WHAT YOU WILL DO: Pick out every line of the entries below where "align" occurs, and copy those lines.

Collected data entries

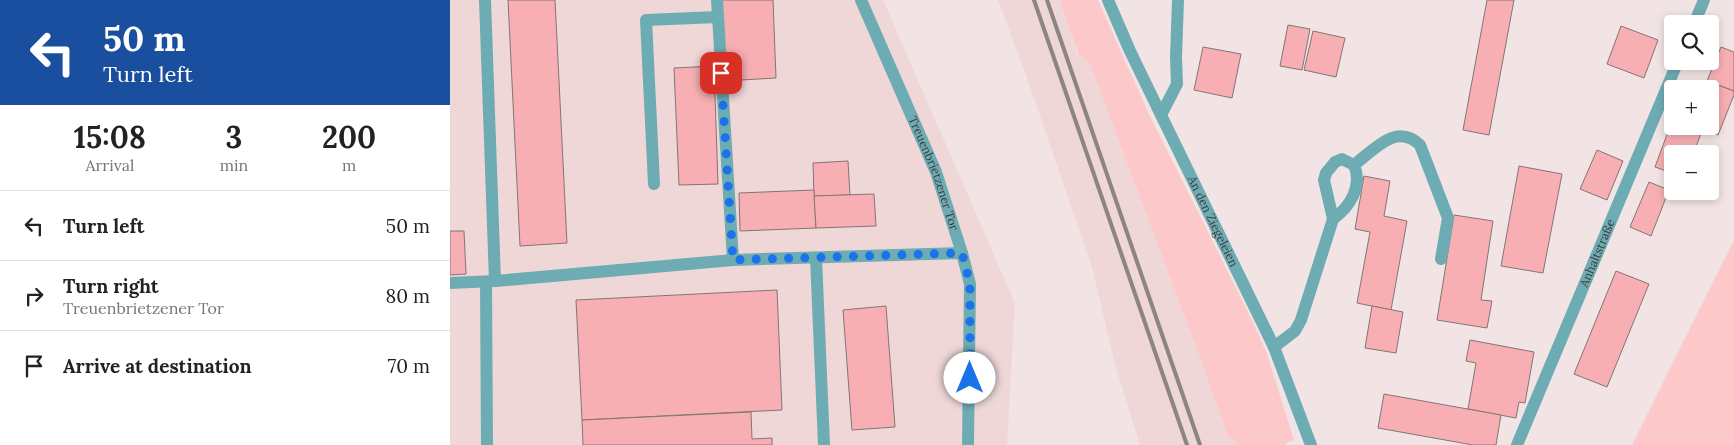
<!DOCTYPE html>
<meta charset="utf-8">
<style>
body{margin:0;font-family:Lora,serif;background:#f6f6f6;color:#222;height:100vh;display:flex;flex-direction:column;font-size:19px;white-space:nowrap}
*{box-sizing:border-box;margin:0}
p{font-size:16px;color:#767676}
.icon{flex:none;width:28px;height:28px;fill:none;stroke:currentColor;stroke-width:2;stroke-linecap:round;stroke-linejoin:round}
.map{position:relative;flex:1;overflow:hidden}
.panel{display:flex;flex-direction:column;background:#fff;width:450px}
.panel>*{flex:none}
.hud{background:#1a4fa0;color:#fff;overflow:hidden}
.tools{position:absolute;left:1214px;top:15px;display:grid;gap:10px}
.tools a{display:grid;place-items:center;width:55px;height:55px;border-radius:5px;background:#fff;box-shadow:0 2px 8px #0003;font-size:25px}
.pin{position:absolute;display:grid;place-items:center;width:42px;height:42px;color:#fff;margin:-21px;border-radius:10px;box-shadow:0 2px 8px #0006}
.me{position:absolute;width:55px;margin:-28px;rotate:0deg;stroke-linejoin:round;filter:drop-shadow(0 0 4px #0008)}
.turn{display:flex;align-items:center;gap:18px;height:105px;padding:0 20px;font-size:22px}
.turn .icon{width:65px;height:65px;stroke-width:2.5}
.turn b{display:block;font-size:35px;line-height:42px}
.eta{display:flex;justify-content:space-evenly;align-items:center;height:85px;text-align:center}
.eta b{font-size:30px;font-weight:700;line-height:35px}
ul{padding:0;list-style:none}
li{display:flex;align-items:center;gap:15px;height:70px;padding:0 20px;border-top:1px solid #e0e0e0}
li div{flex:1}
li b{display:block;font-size:19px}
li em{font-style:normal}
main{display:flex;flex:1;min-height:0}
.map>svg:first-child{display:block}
</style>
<main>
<section class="panel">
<div class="hud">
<div class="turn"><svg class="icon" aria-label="left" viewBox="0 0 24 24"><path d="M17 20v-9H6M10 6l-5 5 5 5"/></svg><div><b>50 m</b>Turn left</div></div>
</div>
<div class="eta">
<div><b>15:08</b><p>Arrival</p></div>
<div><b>3</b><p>min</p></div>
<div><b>200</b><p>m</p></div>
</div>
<ul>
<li><svg class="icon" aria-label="left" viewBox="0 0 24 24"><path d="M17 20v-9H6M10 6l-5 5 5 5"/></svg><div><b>Turn left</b></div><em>50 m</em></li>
<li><svg class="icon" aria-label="right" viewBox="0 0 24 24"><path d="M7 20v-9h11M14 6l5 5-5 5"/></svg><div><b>Turn right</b><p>Treuenbrietzener Tor</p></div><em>80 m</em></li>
<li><svg class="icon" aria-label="arrive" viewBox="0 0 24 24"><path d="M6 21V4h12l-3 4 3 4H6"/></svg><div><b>Arrive at destination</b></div><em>70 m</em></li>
</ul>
</section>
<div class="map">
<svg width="1284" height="445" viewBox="0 0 1284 445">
<rect width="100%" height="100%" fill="#f2e4e4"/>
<g fill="#efd7d8">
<path d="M0 0H433L565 303 557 445H0Z"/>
<path d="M548 0H609L628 56 639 62 750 358 779 439 783 438 786 445H690L665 365 642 267 578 81Z"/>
</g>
<g fill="#fcc8ca">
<path d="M609 0H648L697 110 803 322 817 354 844 440 836 443V445H786L783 438 779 439 750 358 639 62 629 56Z"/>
<path d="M1284 240V445H1182Z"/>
</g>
<g fill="#f7afb3" stroke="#827576">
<path d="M58 0H105L117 243 70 246Z"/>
<path d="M271 0H323L326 78 274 81Z"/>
<path d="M1037 0H1064L1039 135 1013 130Z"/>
<path d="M838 25 860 29 852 70 830 66Z"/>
<path d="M1171 26 1208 40 1194 78 1157 64Z"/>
<path d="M863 31 895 38 886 77 854 70Z"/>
<path d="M753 47 791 54 782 98 744 90Z"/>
<path d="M1271 47 1284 52V91L1257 81Z"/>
<path d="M264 66 268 184 229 185 224 68Z"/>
<path d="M1257 81 1284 91V95L1268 135 1247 126H1260V89H1254Z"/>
<path d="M1222 121V126H1240L1252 131 1245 149 1241 147 1239 154H1222V173L1205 167Z"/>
<path d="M1147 150 1173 161 1157 200 1130 189Z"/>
<path d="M398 161 400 195 364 196 363 163Z"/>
<path d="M1069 166 1112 174 1093 273 1051 266Z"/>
<path d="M914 176 940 181 934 216 957 221 941 310 907 303 920 232 905 229Z"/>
<path d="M1199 182 1219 190 1201 236 1180 227Z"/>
<path d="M364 190 366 228 290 231 289 193Z"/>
<path d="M424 194 426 226 366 228 364 196Z"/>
<path d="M1004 215 1043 221 1031 300 1042 301 1037 328 987 320Z"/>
<path d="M0 231H14L16 274 0 275Z"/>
<path d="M1166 271 1199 284 1157 387 1124 374Z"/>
<path d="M327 290 332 410 132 420 126 300Z"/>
<path d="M436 306 445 427 402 430 393 310Z"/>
<path d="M922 306 953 312 946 353 915 348Z"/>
<path d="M1020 340 1084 352 1075 403 1069 402 1066 418 1018 409 1026 363 1016 361Z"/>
<path d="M934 394 1051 415 1046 445H1023L928 428Z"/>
<path d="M301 412 302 439 322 438V445H133L132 420Z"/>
</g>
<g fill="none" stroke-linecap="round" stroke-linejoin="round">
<g stroke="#6eacb4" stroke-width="12">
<path d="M35 0 45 281"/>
<path d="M267 0 283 260"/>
<path id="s1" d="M411 0 486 172 512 253 520 284 518 445"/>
<path id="s2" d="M658 0 680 51 711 115 824 347 861 445"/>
<path d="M1244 24 1254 0"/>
<path d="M711 115 727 84 726 57 728 0"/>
<path d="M904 165C924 150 946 122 970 145L998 218 991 259"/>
<path d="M204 184 196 20 268 17"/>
<path d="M366 258 374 445"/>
<path d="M36 282 37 445"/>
<path d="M0 283 45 281 283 260 512 253"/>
<path d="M824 347 845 331 851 320 883 219 874 180 876 173 885 162 892 159 904 165C913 186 900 207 883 219"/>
<path id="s3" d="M1067 445 1228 61"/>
</g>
<g stroke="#8d8484" stroke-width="4">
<path d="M584 0 737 445"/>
<path d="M597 0 750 445"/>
</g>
</g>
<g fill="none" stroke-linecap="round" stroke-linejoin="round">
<path stroke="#1a73e8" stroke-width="9" stroke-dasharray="0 16.2" d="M271 73 283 260 512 253 520 284V378"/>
</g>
<g text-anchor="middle" stroke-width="4" stroke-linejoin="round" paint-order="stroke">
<g font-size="12" fill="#3f3939" stroke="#f2e4e4">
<text dy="4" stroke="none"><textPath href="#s1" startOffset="188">Treuenbrietzener Tor</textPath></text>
<text dy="4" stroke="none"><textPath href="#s2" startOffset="245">An den Ziegeleien</textPath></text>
<text dy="4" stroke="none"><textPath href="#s3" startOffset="208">Anhaltstraße</textPath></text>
</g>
</g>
</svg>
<div class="tools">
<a><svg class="icon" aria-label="search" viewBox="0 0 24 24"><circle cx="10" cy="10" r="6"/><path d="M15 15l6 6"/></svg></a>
<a>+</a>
<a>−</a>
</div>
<div class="pin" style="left:271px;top:73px;background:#d93025"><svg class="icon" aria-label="arrive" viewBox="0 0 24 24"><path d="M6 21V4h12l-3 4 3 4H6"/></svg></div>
<svg class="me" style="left:520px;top:378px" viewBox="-20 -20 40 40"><circle r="19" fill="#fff"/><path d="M0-13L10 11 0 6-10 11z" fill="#1a73e8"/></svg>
</div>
</main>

FINISHED TASK:
.turn{display:flex;align-items:center;gap:18px;height:105px;padding:0 20px;font-size:22px}
.eta{display:flex;justify-content:space-evenly;align-items:center;height:85px;text-align:center}
li{display:flex;align-items:center;gap:15px;height:70px;padding:0 20px;border-top:1px solid #e0e0e0}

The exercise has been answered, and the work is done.